Isolate every line in the data with the string "position" and copy it.

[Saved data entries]

------------------------

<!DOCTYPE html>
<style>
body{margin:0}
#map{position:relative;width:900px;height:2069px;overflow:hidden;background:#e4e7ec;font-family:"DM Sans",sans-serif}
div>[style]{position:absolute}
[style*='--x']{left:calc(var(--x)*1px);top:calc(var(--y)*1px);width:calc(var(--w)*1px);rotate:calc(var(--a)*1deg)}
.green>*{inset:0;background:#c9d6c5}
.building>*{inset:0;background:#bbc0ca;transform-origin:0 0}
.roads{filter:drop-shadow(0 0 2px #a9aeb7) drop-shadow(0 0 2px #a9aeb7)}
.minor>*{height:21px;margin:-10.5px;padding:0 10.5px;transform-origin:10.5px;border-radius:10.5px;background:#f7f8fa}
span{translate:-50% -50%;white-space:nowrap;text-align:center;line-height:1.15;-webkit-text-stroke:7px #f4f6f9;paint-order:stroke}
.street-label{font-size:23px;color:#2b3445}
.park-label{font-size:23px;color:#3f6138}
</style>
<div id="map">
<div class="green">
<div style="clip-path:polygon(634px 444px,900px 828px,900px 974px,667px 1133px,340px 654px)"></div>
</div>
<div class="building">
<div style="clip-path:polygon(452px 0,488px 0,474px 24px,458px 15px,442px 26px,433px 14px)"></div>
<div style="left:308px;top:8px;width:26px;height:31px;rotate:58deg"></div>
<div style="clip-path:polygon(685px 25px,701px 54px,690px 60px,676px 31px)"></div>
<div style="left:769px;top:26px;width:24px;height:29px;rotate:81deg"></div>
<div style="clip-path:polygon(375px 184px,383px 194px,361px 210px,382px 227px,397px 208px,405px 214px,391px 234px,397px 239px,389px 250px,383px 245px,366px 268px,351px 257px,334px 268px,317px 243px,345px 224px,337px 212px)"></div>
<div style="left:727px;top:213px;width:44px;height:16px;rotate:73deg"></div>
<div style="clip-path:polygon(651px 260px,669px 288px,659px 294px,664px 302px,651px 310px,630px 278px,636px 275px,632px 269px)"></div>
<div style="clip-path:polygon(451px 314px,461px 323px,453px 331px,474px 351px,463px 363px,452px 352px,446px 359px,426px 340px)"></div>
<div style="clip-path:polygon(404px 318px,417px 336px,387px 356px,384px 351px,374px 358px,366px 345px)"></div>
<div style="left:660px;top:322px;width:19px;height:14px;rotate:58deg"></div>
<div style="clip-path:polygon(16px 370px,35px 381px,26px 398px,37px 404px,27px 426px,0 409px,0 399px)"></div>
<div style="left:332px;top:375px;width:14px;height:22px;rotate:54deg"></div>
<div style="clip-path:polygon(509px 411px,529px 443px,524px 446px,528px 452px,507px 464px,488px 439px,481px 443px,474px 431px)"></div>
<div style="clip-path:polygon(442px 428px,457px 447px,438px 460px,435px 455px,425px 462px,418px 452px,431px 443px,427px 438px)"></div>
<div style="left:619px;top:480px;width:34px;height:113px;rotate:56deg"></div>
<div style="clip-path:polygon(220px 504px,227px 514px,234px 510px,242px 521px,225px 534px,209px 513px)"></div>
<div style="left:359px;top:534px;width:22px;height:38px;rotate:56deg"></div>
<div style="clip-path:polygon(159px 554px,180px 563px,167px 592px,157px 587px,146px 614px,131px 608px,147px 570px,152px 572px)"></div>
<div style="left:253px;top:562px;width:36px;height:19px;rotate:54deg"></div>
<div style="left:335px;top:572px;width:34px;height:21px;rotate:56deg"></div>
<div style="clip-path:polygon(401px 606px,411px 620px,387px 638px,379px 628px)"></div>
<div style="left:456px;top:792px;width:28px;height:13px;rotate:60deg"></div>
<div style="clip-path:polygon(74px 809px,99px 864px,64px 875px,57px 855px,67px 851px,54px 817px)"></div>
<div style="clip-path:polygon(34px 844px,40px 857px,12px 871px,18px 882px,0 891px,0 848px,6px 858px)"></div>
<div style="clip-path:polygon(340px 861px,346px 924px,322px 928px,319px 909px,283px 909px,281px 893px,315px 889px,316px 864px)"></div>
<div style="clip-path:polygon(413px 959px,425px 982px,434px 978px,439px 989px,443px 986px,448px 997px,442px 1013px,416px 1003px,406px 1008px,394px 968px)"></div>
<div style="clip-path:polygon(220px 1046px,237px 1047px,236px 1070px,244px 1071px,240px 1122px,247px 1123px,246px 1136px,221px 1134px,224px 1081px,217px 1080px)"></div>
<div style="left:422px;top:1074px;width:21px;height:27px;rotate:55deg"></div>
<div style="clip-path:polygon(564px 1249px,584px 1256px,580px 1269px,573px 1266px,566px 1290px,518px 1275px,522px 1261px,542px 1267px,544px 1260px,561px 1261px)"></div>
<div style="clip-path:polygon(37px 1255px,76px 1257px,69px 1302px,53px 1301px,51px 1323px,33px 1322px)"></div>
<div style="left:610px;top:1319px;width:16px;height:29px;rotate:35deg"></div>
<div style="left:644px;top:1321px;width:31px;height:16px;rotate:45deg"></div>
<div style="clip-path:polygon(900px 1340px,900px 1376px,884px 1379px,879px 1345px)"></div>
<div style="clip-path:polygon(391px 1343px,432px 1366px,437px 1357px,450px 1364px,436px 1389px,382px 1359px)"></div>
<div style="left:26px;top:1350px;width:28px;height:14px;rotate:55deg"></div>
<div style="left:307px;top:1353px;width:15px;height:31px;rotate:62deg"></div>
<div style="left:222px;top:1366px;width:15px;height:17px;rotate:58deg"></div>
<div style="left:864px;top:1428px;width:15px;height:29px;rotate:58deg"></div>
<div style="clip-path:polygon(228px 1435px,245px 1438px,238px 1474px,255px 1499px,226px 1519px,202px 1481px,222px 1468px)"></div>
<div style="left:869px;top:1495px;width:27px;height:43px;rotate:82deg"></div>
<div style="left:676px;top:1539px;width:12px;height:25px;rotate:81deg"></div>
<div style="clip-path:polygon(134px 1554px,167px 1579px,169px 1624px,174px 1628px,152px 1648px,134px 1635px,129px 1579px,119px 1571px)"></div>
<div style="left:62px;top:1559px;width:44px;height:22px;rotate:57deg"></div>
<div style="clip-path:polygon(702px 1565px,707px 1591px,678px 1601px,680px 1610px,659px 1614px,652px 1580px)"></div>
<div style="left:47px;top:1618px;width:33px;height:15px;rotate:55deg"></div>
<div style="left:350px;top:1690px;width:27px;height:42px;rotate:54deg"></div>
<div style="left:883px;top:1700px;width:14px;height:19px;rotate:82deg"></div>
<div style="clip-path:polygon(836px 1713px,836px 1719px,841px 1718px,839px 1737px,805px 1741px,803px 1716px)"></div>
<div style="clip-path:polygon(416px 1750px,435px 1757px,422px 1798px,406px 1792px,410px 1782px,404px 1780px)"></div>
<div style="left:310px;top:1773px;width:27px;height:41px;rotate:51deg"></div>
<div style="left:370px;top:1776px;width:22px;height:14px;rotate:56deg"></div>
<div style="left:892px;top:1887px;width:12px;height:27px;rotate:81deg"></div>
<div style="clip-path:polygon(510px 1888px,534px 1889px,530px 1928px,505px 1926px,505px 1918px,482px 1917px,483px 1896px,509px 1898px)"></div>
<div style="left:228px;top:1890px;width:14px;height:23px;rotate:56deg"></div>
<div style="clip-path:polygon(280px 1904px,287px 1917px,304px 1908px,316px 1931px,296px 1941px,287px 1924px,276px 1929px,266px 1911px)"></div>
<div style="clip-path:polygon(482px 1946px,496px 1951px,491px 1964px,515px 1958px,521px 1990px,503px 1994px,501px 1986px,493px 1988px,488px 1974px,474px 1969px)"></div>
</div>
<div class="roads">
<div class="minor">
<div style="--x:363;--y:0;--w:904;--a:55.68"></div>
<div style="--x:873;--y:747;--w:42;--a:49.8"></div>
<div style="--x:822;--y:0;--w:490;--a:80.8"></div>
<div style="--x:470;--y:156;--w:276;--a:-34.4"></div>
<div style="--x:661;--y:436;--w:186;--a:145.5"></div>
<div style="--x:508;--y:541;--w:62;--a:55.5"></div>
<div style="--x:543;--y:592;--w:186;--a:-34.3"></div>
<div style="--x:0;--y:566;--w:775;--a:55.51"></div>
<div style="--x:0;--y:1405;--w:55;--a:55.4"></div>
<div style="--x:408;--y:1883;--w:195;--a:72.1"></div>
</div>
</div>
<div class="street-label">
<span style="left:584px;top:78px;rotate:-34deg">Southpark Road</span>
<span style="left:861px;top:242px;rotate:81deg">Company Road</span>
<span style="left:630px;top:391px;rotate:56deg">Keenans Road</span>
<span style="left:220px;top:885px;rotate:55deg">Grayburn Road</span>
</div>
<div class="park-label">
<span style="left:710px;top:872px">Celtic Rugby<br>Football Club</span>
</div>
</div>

------------------------

Answer to this exercise >>
#map{position:relative;width:900px;height:2069px;overflow:hidden;background:#e4e7ec;font-family:"DM Sans",sans-serif}
div>[style]{position:absolute}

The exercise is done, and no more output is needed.